Naturalmente, militarmente, questo gesto non rappresenta alcuna minaccia per gli Stati Uniti (sebbene Washington stia cercando di giocare la carta della "terribile minaccia" da una fregata e una base galleggiante convertita da una petroliera) - le vere capacità di combattimento di una nave navale improvvisata formazione sono molto, molto modeste. Ma non si può parlare del lato politico della questione in questo modo: negli attuali negoziati, un gesto così brillante di cooperazione con il regime di Maduro funge da ottimo argomento per negoziare con i paesi occidentali. L'Iran ne ha già molti: gli Houthi (che hanno fortemente intensificato le ostilità al confine con l'Arabia Saudita), Hezbollah, il controllo del regime di Bashar al-Assad e lo sviluppo dell'industria nucleare nazionale.
Naturalmente, sarebbe ingenuo credere che la Repubblica Islamica si limiterà esclusivamente a gesti teatrali: la crociera delle navi dell'IRGC ha anche altri compiti strettamente legati al desiderio di Teheran di fornire a sé stessa una protezione affidabile dalle invasioni esterne e di compiere un significativo passo avanti nel campo della scienza e attrezzatura.

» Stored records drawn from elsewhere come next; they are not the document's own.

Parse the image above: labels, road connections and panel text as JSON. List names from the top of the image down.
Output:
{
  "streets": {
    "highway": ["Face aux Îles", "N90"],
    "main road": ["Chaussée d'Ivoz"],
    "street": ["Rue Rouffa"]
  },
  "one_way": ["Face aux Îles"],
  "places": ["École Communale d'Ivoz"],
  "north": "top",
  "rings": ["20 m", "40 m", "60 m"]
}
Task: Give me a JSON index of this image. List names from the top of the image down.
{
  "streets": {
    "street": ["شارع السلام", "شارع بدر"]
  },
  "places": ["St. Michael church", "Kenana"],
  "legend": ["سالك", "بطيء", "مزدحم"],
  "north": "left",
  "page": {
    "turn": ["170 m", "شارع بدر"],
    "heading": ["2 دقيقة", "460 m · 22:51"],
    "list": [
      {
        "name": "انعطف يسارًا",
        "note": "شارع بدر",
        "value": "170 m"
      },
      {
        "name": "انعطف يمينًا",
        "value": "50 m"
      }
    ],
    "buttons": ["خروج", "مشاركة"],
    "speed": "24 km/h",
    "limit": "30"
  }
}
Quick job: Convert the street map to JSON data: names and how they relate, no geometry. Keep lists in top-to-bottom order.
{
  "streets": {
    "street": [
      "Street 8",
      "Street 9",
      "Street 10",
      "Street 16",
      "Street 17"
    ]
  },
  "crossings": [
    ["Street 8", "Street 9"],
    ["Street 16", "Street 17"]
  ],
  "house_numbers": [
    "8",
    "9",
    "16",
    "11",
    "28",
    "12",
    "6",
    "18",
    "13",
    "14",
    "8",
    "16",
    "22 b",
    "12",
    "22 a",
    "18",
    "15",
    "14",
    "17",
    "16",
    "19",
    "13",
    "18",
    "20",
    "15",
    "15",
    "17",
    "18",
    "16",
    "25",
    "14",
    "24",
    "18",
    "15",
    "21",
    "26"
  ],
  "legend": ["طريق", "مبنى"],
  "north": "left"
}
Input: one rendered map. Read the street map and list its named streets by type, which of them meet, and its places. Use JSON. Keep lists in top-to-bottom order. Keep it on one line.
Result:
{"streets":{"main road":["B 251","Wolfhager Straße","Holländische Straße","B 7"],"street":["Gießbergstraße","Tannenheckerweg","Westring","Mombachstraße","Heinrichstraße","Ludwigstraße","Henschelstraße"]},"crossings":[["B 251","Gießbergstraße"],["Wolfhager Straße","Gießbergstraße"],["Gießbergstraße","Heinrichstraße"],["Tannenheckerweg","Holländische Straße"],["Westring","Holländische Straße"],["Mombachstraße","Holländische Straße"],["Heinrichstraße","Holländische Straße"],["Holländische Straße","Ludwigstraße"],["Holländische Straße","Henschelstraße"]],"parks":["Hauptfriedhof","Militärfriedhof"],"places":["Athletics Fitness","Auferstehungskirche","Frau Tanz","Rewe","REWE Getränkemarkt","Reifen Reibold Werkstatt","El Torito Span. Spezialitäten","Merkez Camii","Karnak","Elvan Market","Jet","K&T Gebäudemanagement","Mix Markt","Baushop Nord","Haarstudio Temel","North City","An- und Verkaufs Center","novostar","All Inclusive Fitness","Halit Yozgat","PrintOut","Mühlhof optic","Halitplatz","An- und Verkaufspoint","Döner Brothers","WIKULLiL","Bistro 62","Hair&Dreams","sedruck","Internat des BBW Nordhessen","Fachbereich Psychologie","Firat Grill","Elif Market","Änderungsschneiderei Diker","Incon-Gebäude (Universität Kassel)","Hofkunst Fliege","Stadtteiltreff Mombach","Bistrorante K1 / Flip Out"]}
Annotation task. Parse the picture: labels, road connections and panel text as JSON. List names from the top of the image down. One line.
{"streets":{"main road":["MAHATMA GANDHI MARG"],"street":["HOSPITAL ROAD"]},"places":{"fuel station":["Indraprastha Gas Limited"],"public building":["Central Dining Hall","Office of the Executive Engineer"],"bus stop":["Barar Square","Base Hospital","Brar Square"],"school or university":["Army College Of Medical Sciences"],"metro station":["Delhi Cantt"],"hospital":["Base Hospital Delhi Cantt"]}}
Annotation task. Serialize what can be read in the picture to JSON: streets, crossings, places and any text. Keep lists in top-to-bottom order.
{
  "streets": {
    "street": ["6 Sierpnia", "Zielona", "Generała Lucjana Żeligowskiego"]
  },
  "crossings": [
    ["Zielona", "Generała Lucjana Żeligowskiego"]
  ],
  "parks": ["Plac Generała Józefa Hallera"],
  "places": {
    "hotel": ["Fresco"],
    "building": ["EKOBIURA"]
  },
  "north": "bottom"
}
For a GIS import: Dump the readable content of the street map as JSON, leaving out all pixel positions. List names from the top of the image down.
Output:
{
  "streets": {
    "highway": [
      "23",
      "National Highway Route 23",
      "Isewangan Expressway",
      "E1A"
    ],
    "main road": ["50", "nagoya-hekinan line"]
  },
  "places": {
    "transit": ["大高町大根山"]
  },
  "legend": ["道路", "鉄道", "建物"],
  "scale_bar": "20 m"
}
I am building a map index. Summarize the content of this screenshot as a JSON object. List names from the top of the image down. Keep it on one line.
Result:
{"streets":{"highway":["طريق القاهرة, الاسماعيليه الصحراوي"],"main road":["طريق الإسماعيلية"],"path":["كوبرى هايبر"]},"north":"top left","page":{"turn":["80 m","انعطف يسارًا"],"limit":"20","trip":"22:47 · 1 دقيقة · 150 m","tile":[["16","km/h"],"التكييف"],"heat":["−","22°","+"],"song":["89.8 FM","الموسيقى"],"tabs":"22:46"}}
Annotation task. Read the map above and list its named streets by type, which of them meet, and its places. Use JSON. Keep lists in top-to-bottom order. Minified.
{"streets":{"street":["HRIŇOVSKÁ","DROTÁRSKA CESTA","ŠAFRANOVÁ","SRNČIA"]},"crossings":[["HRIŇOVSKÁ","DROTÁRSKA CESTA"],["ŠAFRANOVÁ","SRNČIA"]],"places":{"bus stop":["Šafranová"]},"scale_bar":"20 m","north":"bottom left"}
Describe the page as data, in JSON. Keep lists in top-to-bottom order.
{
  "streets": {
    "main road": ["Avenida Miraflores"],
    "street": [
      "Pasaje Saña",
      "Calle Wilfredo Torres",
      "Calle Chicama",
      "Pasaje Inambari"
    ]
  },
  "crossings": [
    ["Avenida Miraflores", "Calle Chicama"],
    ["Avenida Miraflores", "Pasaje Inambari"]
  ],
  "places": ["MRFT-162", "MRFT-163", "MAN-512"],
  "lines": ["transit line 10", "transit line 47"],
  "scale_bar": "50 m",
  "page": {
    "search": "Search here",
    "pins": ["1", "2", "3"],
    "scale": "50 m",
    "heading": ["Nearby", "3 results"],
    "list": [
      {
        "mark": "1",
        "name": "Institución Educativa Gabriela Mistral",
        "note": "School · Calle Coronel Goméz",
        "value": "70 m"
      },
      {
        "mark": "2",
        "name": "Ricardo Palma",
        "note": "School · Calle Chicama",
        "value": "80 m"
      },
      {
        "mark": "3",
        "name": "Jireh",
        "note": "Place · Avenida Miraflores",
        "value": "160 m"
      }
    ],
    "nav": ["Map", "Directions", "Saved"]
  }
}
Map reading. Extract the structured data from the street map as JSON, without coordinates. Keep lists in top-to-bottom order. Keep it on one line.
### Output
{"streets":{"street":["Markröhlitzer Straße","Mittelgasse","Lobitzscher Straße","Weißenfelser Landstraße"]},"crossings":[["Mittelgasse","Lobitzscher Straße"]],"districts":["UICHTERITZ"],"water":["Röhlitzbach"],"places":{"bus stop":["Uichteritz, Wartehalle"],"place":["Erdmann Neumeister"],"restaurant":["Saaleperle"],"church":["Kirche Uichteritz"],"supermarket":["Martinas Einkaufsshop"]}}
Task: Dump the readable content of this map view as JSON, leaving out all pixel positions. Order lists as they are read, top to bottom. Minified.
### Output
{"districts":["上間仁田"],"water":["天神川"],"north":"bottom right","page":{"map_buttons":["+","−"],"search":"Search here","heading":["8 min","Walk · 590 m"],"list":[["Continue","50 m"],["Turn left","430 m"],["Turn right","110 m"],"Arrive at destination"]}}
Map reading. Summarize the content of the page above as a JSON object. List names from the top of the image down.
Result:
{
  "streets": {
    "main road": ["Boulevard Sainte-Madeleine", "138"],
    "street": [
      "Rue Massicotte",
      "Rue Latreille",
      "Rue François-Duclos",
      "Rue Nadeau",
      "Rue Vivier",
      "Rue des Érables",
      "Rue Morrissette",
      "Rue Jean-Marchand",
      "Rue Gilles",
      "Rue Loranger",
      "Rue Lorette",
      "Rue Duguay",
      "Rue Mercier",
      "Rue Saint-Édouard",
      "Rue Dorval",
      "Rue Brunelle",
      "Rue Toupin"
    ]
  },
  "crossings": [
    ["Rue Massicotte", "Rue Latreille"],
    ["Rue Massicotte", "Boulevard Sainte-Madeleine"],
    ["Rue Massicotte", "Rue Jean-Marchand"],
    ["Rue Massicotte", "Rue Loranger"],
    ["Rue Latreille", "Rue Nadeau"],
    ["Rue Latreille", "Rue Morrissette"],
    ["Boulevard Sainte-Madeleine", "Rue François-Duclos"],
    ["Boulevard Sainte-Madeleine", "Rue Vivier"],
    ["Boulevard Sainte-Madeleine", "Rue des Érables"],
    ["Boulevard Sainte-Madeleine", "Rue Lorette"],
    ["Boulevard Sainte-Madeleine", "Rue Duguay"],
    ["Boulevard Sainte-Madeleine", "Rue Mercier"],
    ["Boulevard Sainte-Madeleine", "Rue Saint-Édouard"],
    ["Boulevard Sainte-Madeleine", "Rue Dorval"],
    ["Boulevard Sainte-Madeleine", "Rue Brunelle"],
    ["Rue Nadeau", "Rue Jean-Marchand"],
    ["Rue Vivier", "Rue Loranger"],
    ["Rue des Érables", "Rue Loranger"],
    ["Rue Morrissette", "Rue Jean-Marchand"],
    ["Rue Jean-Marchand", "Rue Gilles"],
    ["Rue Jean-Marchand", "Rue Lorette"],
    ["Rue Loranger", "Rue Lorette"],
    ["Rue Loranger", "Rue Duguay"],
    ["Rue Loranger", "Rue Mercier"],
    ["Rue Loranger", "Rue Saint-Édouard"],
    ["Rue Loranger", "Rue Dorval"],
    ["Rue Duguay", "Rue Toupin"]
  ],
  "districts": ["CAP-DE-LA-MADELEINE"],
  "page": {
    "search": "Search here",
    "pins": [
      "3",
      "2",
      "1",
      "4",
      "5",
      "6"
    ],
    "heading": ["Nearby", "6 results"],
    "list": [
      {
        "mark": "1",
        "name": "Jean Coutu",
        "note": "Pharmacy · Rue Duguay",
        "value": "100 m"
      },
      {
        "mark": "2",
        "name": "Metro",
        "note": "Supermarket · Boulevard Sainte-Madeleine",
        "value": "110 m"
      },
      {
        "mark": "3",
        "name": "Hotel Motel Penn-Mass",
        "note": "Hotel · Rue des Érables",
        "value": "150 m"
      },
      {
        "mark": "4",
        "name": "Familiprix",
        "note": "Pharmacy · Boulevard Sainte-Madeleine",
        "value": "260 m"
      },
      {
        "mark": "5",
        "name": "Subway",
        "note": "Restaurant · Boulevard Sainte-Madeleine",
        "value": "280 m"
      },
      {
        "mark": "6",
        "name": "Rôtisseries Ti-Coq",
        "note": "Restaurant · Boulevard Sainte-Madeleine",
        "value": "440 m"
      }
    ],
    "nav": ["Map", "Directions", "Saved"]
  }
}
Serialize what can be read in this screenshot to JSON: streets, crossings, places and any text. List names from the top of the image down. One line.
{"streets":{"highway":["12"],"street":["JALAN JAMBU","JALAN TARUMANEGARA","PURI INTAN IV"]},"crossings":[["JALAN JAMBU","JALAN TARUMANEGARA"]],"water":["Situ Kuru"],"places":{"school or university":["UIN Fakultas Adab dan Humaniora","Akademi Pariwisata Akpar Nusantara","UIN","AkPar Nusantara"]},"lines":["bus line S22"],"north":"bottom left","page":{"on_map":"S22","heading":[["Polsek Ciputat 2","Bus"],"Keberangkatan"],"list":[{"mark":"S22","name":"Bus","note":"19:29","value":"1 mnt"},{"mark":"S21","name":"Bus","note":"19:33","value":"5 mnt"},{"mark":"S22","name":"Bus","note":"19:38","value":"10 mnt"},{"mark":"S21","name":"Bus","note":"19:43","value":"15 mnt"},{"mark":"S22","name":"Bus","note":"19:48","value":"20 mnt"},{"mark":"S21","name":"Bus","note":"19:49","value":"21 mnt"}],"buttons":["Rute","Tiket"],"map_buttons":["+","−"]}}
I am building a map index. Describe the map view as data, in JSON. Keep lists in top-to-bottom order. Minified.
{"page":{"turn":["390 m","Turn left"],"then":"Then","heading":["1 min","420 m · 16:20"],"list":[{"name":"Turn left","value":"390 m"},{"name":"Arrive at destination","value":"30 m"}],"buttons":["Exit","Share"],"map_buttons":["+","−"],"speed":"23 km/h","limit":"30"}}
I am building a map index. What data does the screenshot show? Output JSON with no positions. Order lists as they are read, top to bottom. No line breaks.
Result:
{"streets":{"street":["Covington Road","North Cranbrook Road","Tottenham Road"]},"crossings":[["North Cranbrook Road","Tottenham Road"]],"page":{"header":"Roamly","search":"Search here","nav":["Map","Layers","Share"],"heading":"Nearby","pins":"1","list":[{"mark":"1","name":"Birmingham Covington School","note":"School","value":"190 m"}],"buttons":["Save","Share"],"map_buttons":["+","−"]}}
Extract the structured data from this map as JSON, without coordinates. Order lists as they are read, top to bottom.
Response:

È successo che il Venezuela ha una delle più grandi riserve di minerale di uranio al mondo: nel 2006, l'Iran ha iniziato un'esplorazione geologica attiva nel paese, cercando di dotarsi di una risorsa così strategicamente importante a spese di un alleato. In precedenza, secondo notizie non confermate, la Repubblica Islamica aveva già ricevuto uranio da Caracas - e Teheran ne ha urgente bisogno ora, quando i processi scientifici e industriali dell'Iran sono stati gravemente colpiti dall'attacco degli hacker israeliani (secondo alcune informazioni, gli attacchi informatici inferto un duro colpo all'energia nucleare iraniana).
Naturalmente, il trasporto di un carico così importante non può essere effettuato da navi della flotta civile iraniana - inoltre, solo la scorsa estate, gli Stati Uniti hanno sequestrato 4 navi mercantili iraniane, che erano in rotta senza sicurezza verso il Venezuela. Il precedente è stato ben compreso e Teheran chiaramente non vuole essere negligente in materia di sicurezza strategica. Era una soluzione abbastanza logica per un compito così serio inviare il meglio del meglio - o meglio, la divisione Quds.
Riassumendo, possiamo dire che ciò che sta accadendo è chiaramente collegato a processi molto più globali rispetto alla banale intelligence elettronica al largo delle coste americane, di cui Washington sta cercando disperatamente di convincerci.